1. Faktor endogen yaitu faktor genetik misalnya, hipersistinuria, hiperkalsiuria


primer, dan hiproksaluria primer
2. Faktor eksogen, yaitu faktor lingkungan , makanan, infeksi, dan kejenuhan
mineral di dalam air minum (Suharyono & madjid, 2013, p. 151).
C. Tanda dan Gejala
Gejala pasti dari urolitiasis tergantung pada lokasi dan ukuran kalkuli dalam
traktus urinarius. Jika kalkuli berukuran kecil tidak menunjukkan gejala.
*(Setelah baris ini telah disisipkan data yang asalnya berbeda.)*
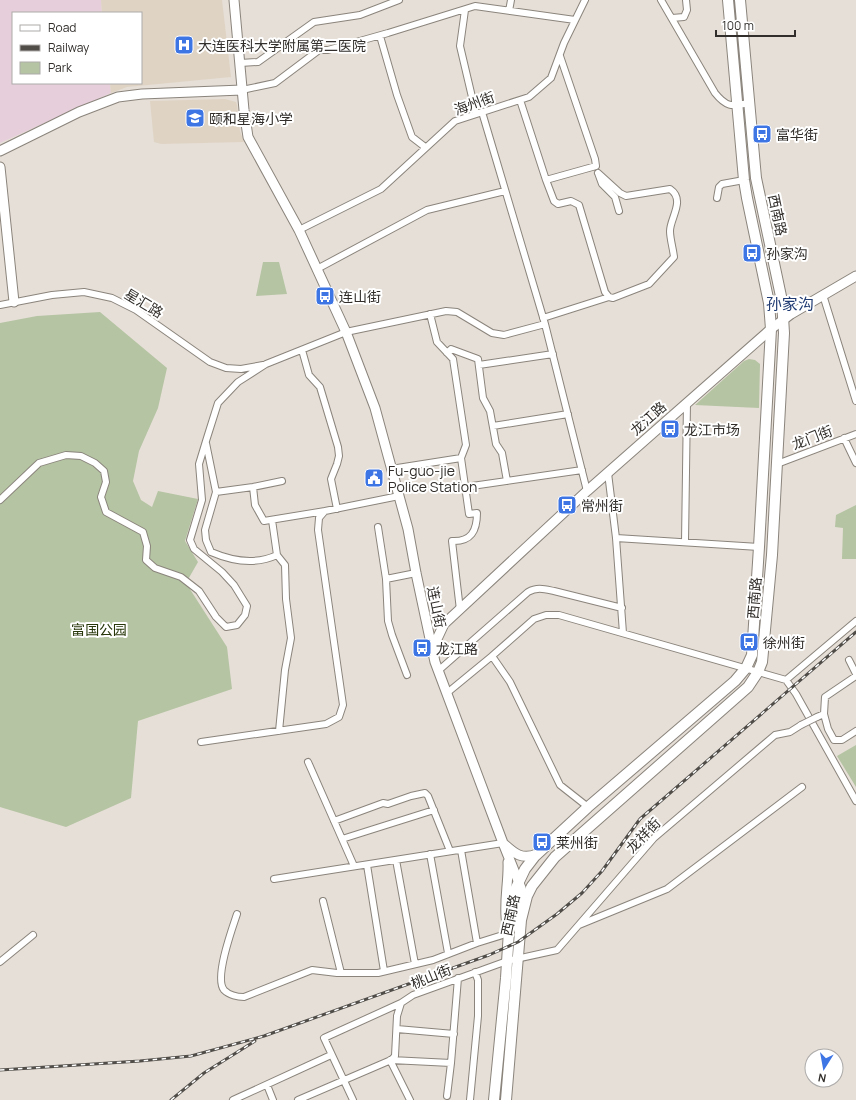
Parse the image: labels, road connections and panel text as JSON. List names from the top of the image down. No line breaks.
{"streets":{"main road":["西南路"],"street":["海州街","星汇路","龙江路","龙门街","连山街","龙祥街","桃山街"]},"crossings":[["海州街","连山街"],["西南路","龙江路"],["西南路","龙门街"],["西南路","连山街"],["西南路","龙祥街"],["西南路","桃山街"],["龙江路","连山街"],["龙祥街","桃山街"]],"districts":["孙家沟"],"parks":["富国公园"],"places":{"hospital":["大连医科大学附属第二医院"],"school or university":["颐和星海小学"],"bus stop":["富华街","孙家沟","连山街","龙江市场","常州街","徐州街","龙江路","莱州街"],"public building":["Fu-guo-jie Police Station"]},"legend":["Road","Railway","Park"],"scale_bar":"100 m","north":"bottom"}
Namun perlahan keluhanakan dirasakan seiring bertanbahnya ukuran kalkuli
seperti:
a. Nyeri atau pegal-pegal pada pinggang atau flank yang dapat menjalar ke
perut bagian depan, dan lipatan paha hingga sampai ke kemaluan.
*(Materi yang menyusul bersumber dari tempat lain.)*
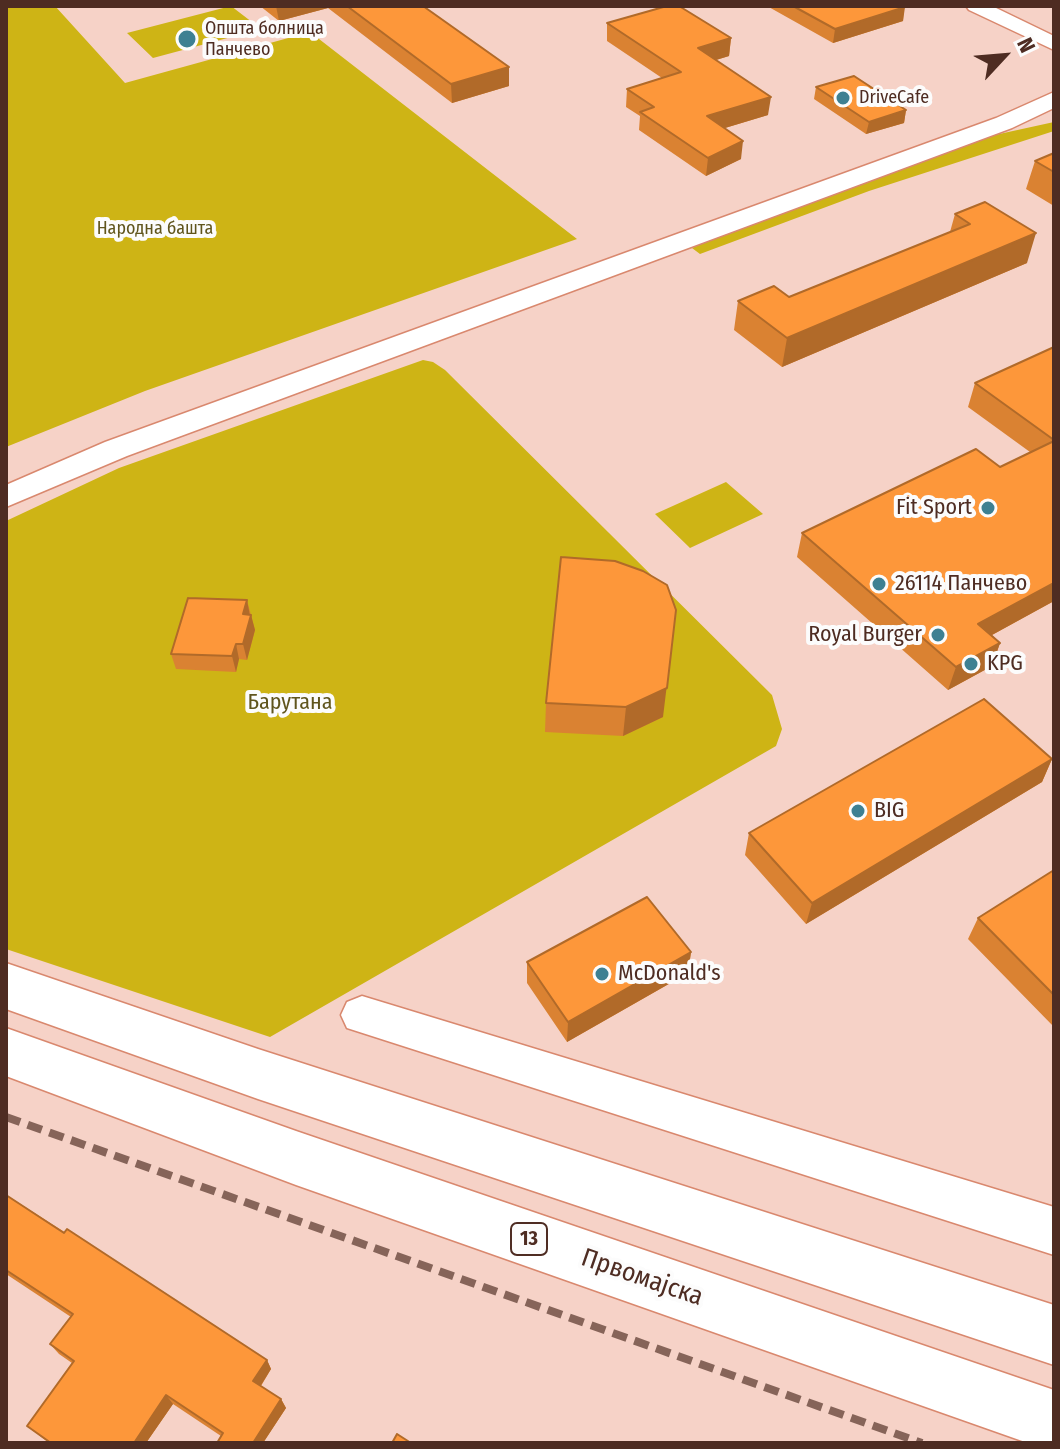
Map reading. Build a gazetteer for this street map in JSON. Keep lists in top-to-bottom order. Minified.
{"streets":{"main road":["13","Првомајска"]},"parks":["Народна башта","Барутана"],"places":["Општа болница Панчево","DriveCafe","Fit Sport","26114 Панчево","Royal Burger","KPG","BIG","McDonald's"],"north":"top right"}
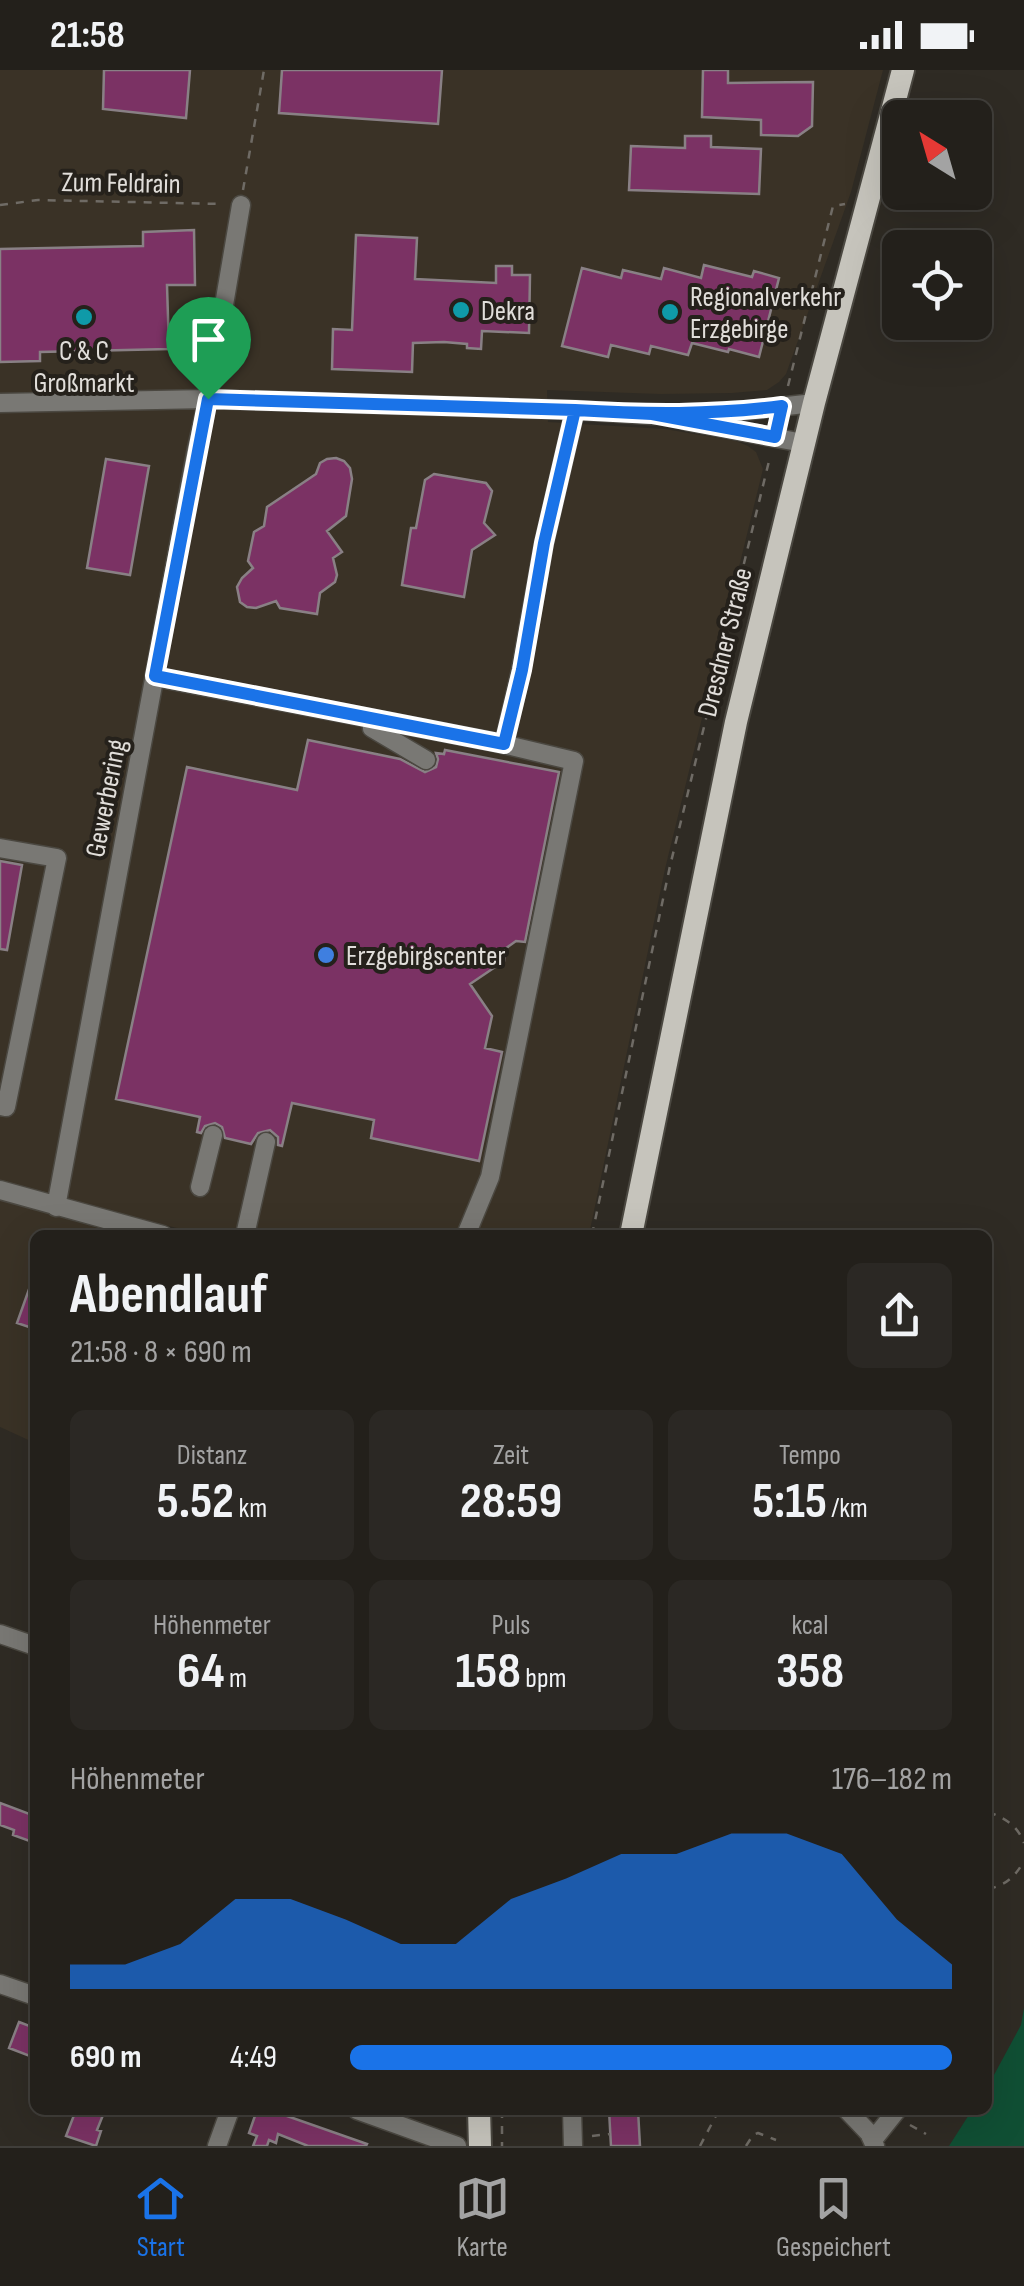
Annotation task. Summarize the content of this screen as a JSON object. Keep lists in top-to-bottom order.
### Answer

b. Hematuria:buang air kecil berdarah.
c. Urin berisi pasir, berwarna putih dan berbau
d. Nyeri saat buang air kecil
e. Infeksi saluran kencing
f. Demam

D. Klasifikasi
Teori pembentukan batu renal      :
a. Teori Intimatriks
Terbentuknya Batu Saluran Kencing memerlukan adanya substansi organik
Sebagai inti. Substansi ini terdiri dari mukopolisakarida dan mukoprotein A
yang mempermudah kristalisasi dan agregasi substansi pembentukan batu.
b. Teori Supersaturasi
Terjadi kejenuhan substansi pembentuk batu dalam urine seperti sistin, santin,
asam urat, kalsium oksalat akan mempermudah terbentuknya batu.
c. Teori Presipitasi-Kristalisasi
Perubahan pH urine akan mempengaruhi solubilitas substansi dalam urine.
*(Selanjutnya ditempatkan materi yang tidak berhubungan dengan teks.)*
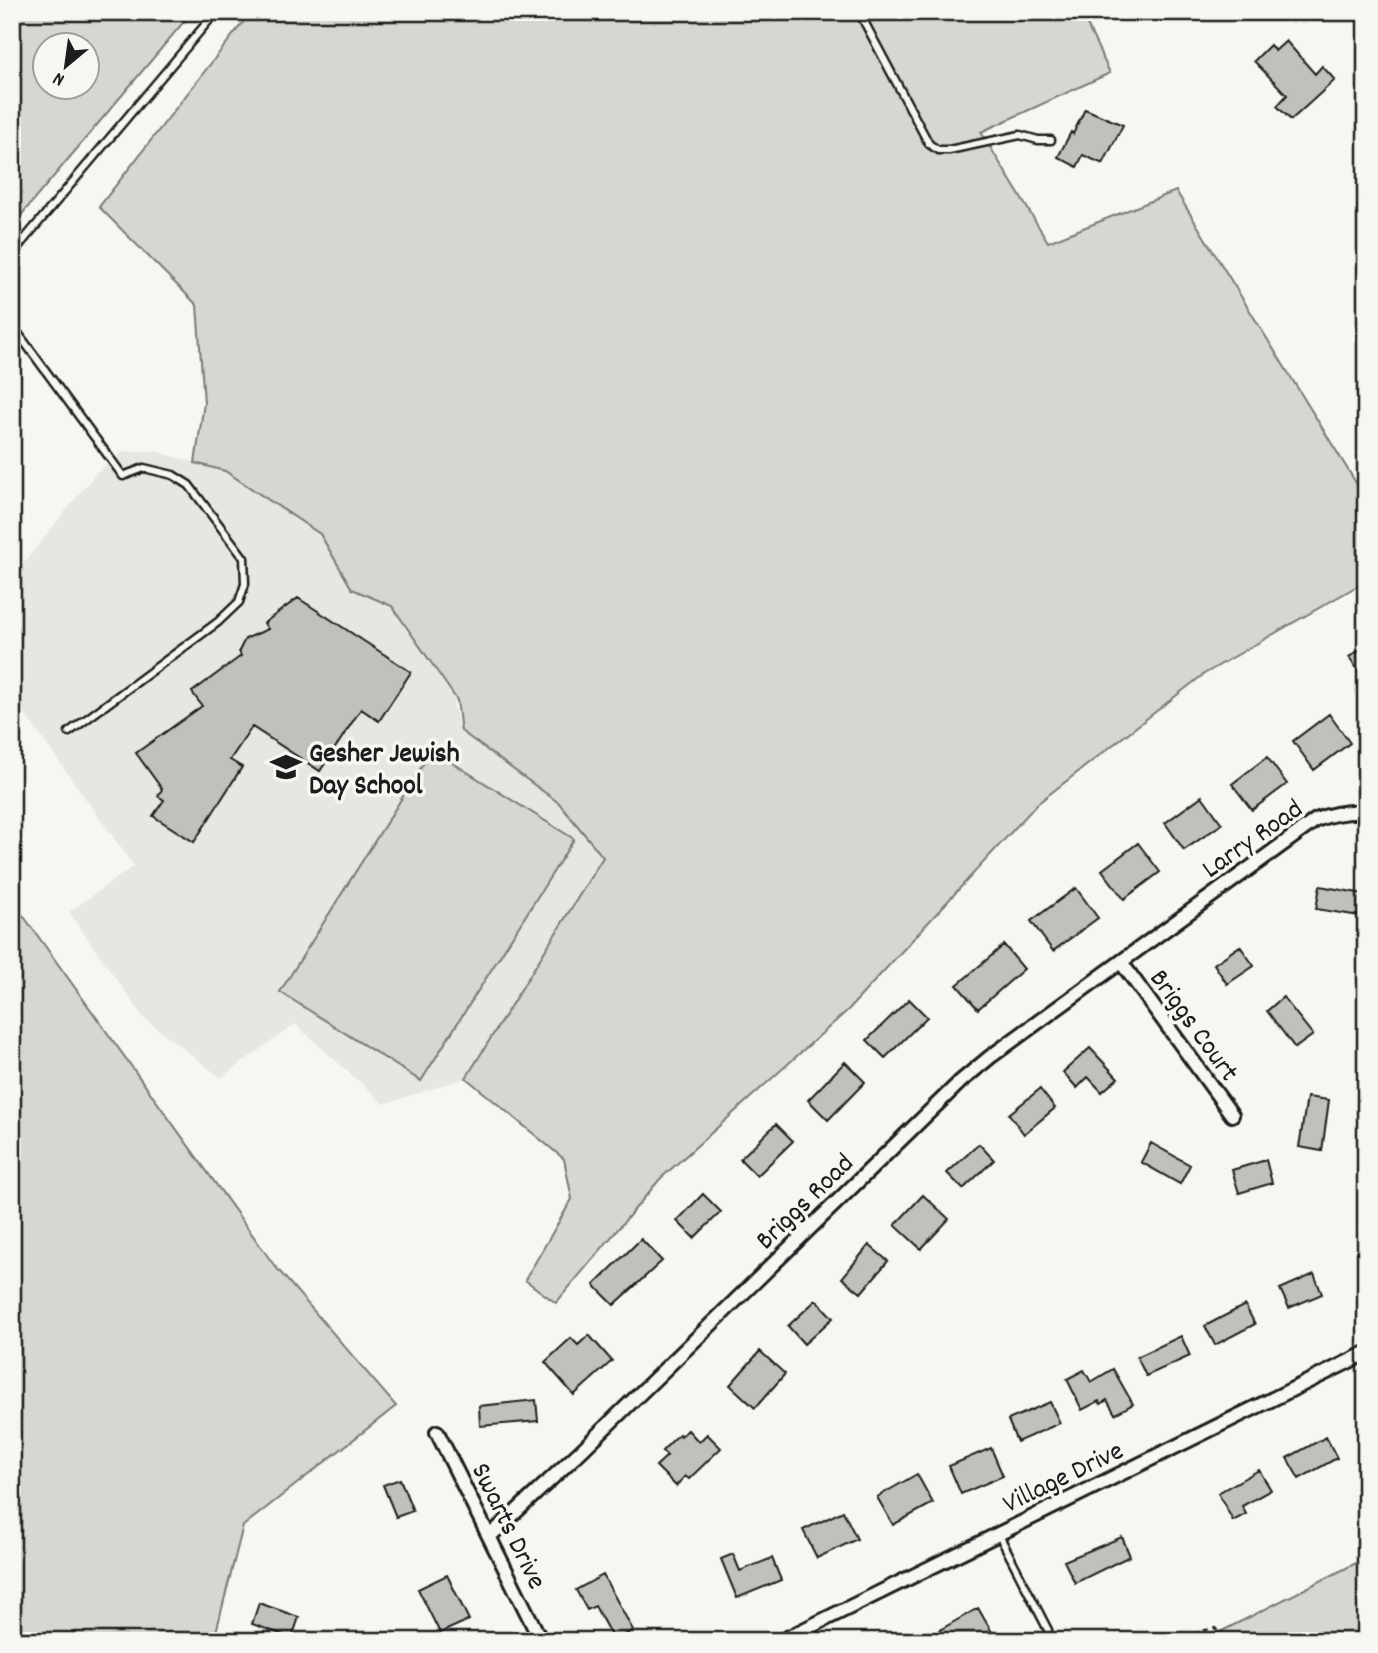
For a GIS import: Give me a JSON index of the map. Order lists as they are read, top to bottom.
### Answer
{
  "streets": {
    "street": [
      "Larry Road",
      "Briggs Court",
      "Briggs Road",
      "Village Drive",
      "Swarts Drive"
    ]
  },
  "crossings": [
    ["Larry Road", "Briggs Road"],
    ["Briggs Court", "Briggs Road"],
    ["Briggs Road", "Swarts Drive"]
  ],
  "places": {
    "school or university": ["Gesher Jewish Day School"]
  },
  "north": "bottom left"
}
Urine yang bersifat asam akan mengendap sistin, santin dan garam urat, urine
alkali akan mengendap garam-garam fosfat.
d. Teori Berkurangnya Faktor Penghambat
Berkurangnya Faktor Penghambat seperti peptid fosfat, pirofosfat, polifosfat,
sitrat magnesium, asam mukopolisakarida akan mempermudah terbentuknya
Batu Saluran Kencing.
Jenis  Batu-batu renal        :

1. Batu kalsium
Terutama dibentuk oleh pria pada usia rata-rata timbulnya batu adalah dekade
ketiga. Kebanyakan orang yang membentuk batu lagi dan interval antara batu-
batu yang berturutan memendek atau tetap konstan. Kandungan dari batu jenis
ini terdiri atas kalsium oksalat, kalsium fosfat atau campuran dari kedua jenis
batu tersebut.
Faktor yang menyebabkan terjadinya batu kalsium adalah :
a. Hiperkalsiuria
Dapat disebabkan oleh pembuangan kalsium ginjal primer atau sekunder
terhadap absorbsi traktus gastrointestinal yang berlebihan. Hiperkalsiuria
absorptif dapat juga disebabkan oleh hipofosfatemia yang merangsang
produksi vitamin D3. Tipe yang kurang sering adalah penurunan primer
pada reabsorbsi  kalsium di tubulus ginjal, yang mengakibatkan
hiperkalsiuria di ginjal.
b. Hipositraturia
Sitrat dalam urin menaikkan kelarutan kalsium dan memperlambat
perkembangan batu kalsium oxalat. Hipositraturia dapat terjadi akibat
asidosis tubulus distal ginjal, diare kronik atau diuretik tiazid.
c. Hiperoksalouria
Terdapat pada 15% pasien dengan penyakit batu berulang (> 60 mg/hari).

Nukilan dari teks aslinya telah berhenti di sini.